El punto de encuentro será la esquina de Murguiondo y Acassuso, desde donde la multitud marchará hasta rodear el predio con los brazos en alto, símbolo de resistencia comunitaria. “No vamos a entregar ni un metro cuadrado de lo que es nuestro”, advierten los organizadores, entre quienes figuran clubes barriales, madres de jugadores y jubilados que crecieron pateando pelotas en esas canchas. Esta no es la primera movida: en 2025, protestas similares frenaron intentos iniciales de licitación, y ahora, la lucha continua.

El Polideportivo Santojanni, inaugurado en los ’70 como parte de la red estatal de la Comuna 9, es mucho más que gimnasios y pileta: es el corazón deportivo de barrios humildes donde miles de pibes evitan la calle gracias al fútbol, básquet y vóley gratuitos. En Liniers este lugar suma una alternativa de esparcimiento con verde y equipamiento que satisface la demanda de más de 5.000 usuarios mensuales, según datos del Instituto de Deportes porteño. Privatizarlo implicaría aranceles prohibitivos para familias humildes, justo cuando la inflación aprieta y el acceso al deporte se volvió lujo.

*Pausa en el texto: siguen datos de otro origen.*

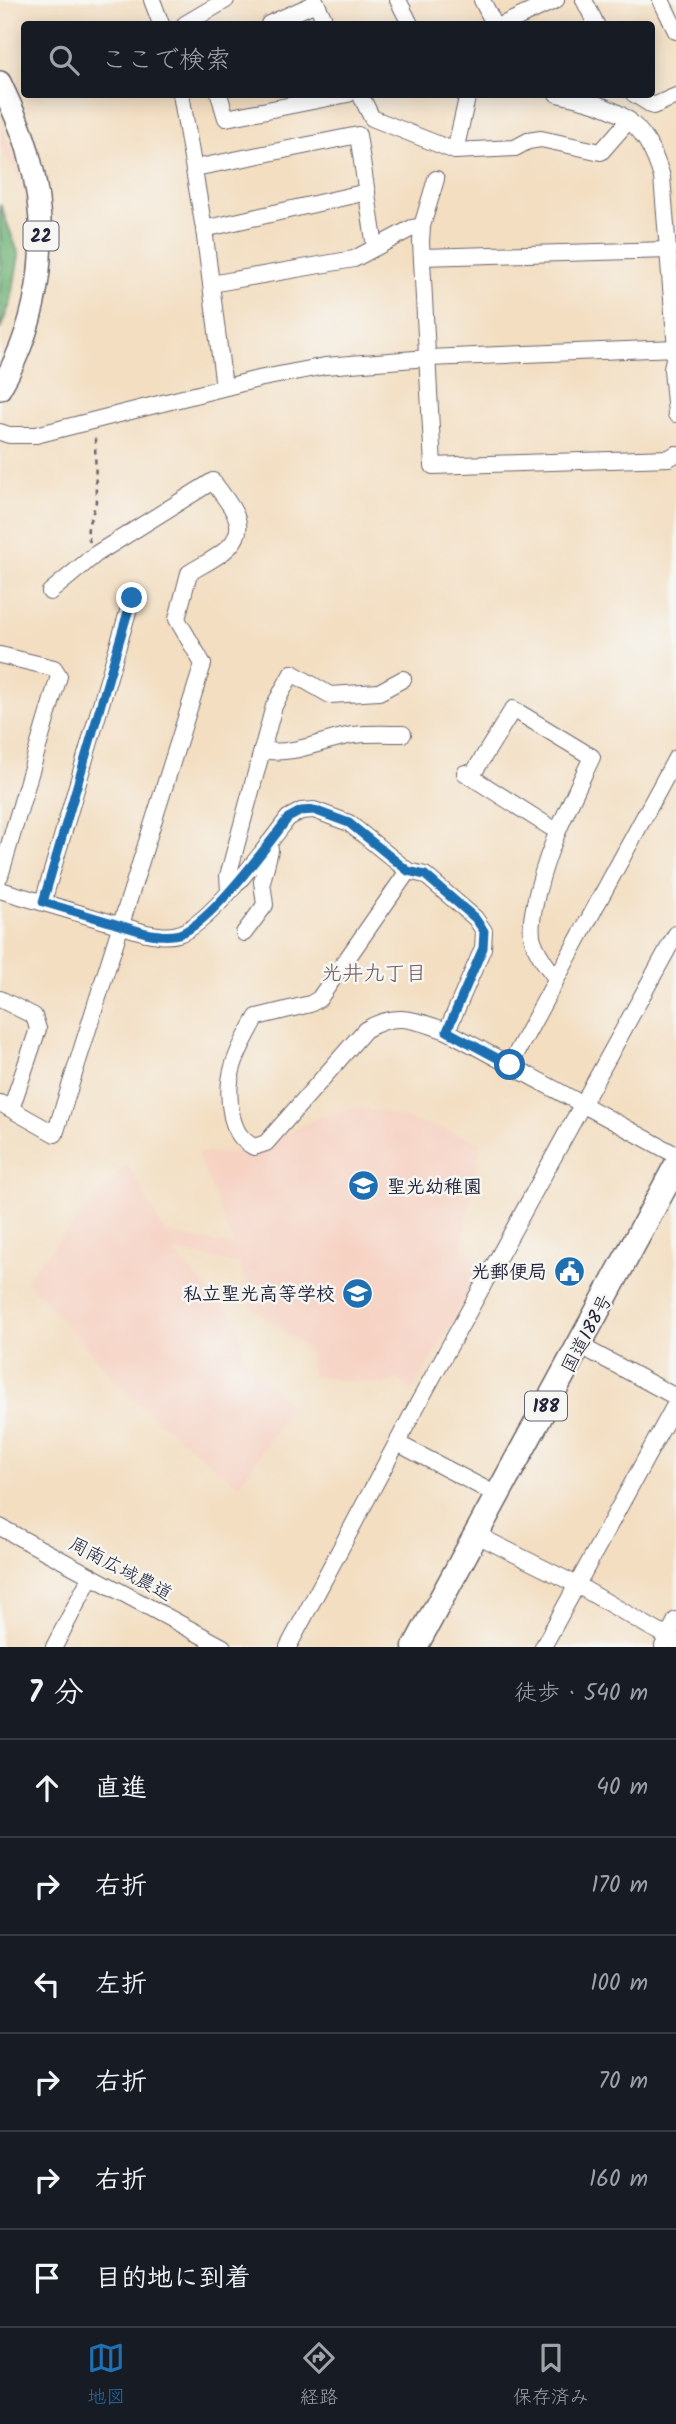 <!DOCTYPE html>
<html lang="ja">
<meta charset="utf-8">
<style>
body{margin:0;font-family:Kalam,"Klee One",sans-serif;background:#20242c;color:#f1f3f6}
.stop{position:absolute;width:21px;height:21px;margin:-16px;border:5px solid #1f6fb2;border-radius:50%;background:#fff}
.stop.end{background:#1f6fb2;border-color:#fff;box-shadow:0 2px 7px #0008}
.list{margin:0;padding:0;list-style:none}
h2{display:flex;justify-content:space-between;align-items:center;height:91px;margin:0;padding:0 28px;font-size:30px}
h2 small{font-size:23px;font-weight:400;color:#9ea1a6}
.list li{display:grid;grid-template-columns:46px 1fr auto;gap:21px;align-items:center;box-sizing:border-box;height:98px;padding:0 28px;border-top:2px solid #363941}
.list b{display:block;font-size:26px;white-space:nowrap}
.list em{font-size:23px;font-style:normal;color:#9ea1a6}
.icon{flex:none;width:38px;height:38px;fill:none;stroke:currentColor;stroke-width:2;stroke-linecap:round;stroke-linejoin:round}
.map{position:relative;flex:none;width:676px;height:1647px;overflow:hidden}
.search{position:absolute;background:#171b24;box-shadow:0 4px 18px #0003;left:21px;right:21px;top:21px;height:77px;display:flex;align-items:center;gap:18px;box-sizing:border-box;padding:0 24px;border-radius:7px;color:#9ea1a6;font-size:26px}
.sheet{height:679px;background:#171b24}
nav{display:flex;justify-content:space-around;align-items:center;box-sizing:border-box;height:98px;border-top:2px solid #363941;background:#171b24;font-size:19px;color:#9ea1a6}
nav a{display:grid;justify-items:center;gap:4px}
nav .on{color:#1f6fb2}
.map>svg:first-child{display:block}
</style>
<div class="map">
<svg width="676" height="1647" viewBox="0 0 676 1647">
<rect width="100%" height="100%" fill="#f6f6f2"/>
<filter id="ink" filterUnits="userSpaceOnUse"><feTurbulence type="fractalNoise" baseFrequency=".0143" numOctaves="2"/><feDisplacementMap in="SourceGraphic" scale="14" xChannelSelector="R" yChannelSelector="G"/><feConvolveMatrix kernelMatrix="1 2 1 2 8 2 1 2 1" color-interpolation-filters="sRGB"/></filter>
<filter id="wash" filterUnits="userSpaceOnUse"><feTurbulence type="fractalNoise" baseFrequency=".00686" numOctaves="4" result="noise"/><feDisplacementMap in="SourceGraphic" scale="28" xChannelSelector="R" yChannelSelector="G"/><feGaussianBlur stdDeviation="1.57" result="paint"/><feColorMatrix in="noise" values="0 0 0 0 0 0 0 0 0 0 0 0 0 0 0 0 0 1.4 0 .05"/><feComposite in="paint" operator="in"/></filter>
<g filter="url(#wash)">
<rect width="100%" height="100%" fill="#f3dec1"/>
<g fill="#f6d2c3">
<polygon points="0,124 30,194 25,193 13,167 0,148"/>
<polygon points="355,1107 391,1114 481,1141 461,1249 484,1264 413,1393 398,1379 385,1385 312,1376 309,1351 252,1307 239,1264 172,1251 239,1322 243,1355 291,1407 239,1486 137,1404 25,1279 127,1164 165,1233 234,1246 197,1153 263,1153 285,1134 316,1118"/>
</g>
<polygon fill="#6eb174" stroke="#486a58" stroke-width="2" points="0,204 19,255 11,301 0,330"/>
</g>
<g filter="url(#ink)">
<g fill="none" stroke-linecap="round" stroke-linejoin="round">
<defs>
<g id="minor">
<polyline points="152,0 161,24"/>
<polyline points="315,0 326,24"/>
<polyline points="398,0 410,24"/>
<polyline points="482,0 494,24"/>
<polyline points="584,0 596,24"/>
<polyline points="661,0 676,31"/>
<polyline points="185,24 226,0"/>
<polyline points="269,24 316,3"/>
<polyline points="504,24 556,0"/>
<polyline points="181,94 204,229 224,387"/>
<polyline points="219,94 226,118 348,94"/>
<polyline points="360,94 372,118 455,151 515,148 528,141 541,139 601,152 629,120"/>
<path d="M557,94C617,107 643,116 662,177L676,348"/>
<polyline points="634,94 653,106 676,96"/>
<polyline points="455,151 468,94"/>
<polyline points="195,168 358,135 375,247"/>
<polyline points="436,179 422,226 421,242 433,466 669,458 676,454"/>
<polyline points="204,229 367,192"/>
<polyline points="422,257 669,250"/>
<polyline points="211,284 354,259 412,228 422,226"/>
<polyline points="676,348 672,369 676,414"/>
<polyline points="0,432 9,435 36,435 258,379 325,366 428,358 676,348"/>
<polyline points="0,655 54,668 59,676 0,876"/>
<path d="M262,750C293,757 324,739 353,735C370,733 387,734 403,734"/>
<polyline points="465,773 550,827 558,829"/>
<path d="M471,777L513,709L592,757C569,806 544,854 534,908C532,918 530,931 533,940C537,954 547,966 555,977"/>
<path d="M408,871L319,999L310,1004L257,1017C237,1052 223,1076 232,1117C236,1132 241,1140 254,1147L266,1143L365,1030C396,1011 414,1020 447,1031L676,1155"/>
<path d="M0,890L146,933C157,935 167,937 178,934C210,925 267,846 288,818L301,811L314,810L349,823L408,871L425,875L475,918L484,931L483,948L447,1031"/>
<polyline points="229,891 228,876 274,706 292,673 330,695 379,692 403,679"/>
<polyline points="43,902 132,598"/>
<polyline points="244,933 265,905 262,882 270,850 269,843"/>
<polyline points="0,999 34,1016 38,1029 11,1109"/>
<polyline points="510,1065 676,758"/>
<path d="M0,1103L55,1134L203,664L177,619L189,573C207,561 246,547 237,519C233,506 220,492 213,481L96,554L50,592"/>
<polyline points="579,1345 676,1397"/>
<polyline points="397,1443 497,1495"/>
<polyline points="0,1527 223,1647"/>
<polyline points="477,1535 577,1585 676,1642"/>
<polyline points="663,1646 676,1620"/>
<polyline points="54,1647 91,1576"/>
<polyline points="288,1647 415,1409 676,934"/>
<polyline points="543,1647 676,1403"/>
</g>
<path id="major" d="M0,82C10,104 22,128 28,151C51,232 43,316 0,389"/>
<polyline id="highway" points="415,1647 676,1166"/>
</defs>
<use href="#minor" stroke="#6b646a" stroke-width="18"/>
<use href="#major" stroke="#6b646a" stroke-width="24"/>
<use href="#highway" stroke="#6b646a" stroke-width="27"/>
<path stroke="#6b646a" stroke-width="2.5" stroke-dasharray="5 5" stroke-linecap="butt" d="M90,542C83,526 94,516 96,501L95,435"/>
<use href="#minor" stroke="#fff" stroke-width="16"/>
<use href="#major" stroke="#fff" stroke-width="21"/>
<use href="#highway" stroke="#fff" stroke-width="24"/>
</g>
</g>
<g fill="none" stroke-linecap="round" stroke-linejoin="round" filter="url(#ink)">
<path stroke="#1f6fb2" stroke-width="9" d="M132,598L43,902L146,933C157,935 168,937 179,934C209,925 268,845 288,818L301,811L314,810L349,823L408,871L425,875L475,918L484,931L483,948L447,1031L510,1065"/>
</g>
<defs>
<symbol id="school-disc" viewBox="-11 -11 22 22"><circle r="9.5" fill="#1f6fb2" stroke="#f6f6f2"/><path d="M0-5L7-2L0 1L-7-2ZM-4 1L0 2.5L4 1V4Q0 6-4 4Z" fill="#fff"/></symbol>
<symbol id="civic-disc" viewBox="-11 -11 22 22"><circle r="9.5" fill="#1f6fb2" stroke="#f6f6f2"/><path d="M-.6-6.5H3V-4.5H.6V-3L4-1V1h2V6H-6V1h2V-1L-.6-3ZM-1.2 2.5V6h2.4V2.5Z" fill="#fff"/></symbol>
</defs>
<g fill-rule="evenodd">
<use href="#school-disc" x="346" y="1168" width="35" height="35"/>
<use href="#civic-disc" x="552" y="1254" width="35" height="35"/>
<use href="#school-disc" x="340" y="1276" width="35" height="35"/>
</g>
<g text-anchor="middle" stroke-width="5" stroke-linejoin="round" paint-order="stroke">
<g fill="#f6f6f2" stroke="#626272" stroke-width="2">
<rect x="23.5" y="221.5" width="35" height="29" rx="5"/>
<rect x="525" y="1391.5" width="42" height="29" rx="5"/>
</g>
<g font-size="18" font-weight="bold" fill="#22223b">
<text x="41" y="242">22</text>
<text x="546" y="1412">188</text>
</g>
<g font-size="19" font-weight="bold" fill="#22223b" stroke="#f6f6f2" text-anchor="end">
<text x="387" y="1193" text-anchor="start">聖光幼稚園</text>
<text x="547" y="1278">光郵便局</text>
<text x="335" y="1300">私立聖光高等学校</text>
</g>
<g font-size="19" fill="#22223b" stroke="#f6f6f2">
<text transform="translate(586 1333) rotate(-62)" y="7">国道188号</text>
<text transform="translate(121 1568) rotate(28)" y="7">周南広域農道</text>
</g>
<g font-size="21" fill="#6c545b" stroke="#f6f6f2">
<text x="374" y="980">光井九丁目</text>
</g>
</g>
</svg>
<div class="stop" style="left:510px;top:1065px"></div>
<div class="stop end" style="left:132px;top:598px"></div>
<div class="search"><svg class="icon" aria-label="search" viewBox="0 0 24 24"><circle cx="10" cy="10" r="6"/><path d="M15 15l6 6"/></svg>ここで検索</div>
</div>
<section class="sheet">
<h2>7 分<small>徒歩 · 540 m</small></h2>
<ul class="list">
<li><svg class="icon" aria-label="ahead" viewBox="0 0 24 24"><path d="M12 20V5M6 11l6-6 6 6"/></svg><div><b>直進</b></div><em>40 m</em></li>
<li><svg class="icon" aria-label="right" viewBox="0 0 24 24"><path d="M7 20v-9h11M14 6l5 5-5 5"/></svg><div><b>右折</b></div><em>170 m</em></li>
<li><svg class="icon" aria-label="left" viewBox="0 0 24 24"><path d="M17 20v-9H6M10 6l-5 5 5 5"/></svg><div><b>左折</b></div><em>100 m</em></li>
<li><svg class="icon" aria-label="right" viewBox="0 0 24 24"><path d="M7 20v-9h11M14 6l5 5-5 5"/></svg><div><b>右折</b></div><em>70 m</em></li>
<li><svg class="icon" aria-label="right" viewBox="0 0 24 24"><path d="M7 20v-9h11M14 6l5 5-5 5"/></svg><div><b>右折</b></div><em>160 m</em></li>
<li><svg class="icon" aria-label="arrive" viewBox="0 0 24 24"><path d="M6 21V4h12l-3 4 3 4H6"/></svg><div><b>目的地に到着</b></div></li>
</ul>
</section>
<nav>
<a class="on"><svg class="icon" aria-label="map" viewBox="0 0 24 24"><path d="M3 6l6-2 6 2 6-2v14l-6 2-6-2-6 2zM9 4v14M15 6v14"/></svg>地図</a>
<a><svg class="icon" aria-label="directions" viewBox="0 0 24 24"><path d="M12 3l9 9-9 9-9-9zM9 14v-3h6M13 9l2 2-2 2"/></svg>経路</a>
<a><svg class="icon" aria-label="saved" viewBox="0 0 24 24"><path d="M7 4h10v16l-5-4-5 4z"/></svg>保存済み</a>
</nav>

La convocatoria gana eco en redes y grupos de WhatsApp barriales, con lemas como “El Poli no se toca” y llamados a traer mates, bombos y familias enteras.

No hay permisos formales ni discursos oficiales; es pura fibra vecinal. Desde las 15.30, el abrazo busca visibilizar la causa y presionar a legisladores de la zona. Si sos de la Comuna 9 o querés bancar, unite: el viernes podría definir el futuro del deporte accesible en el Oeste porteño.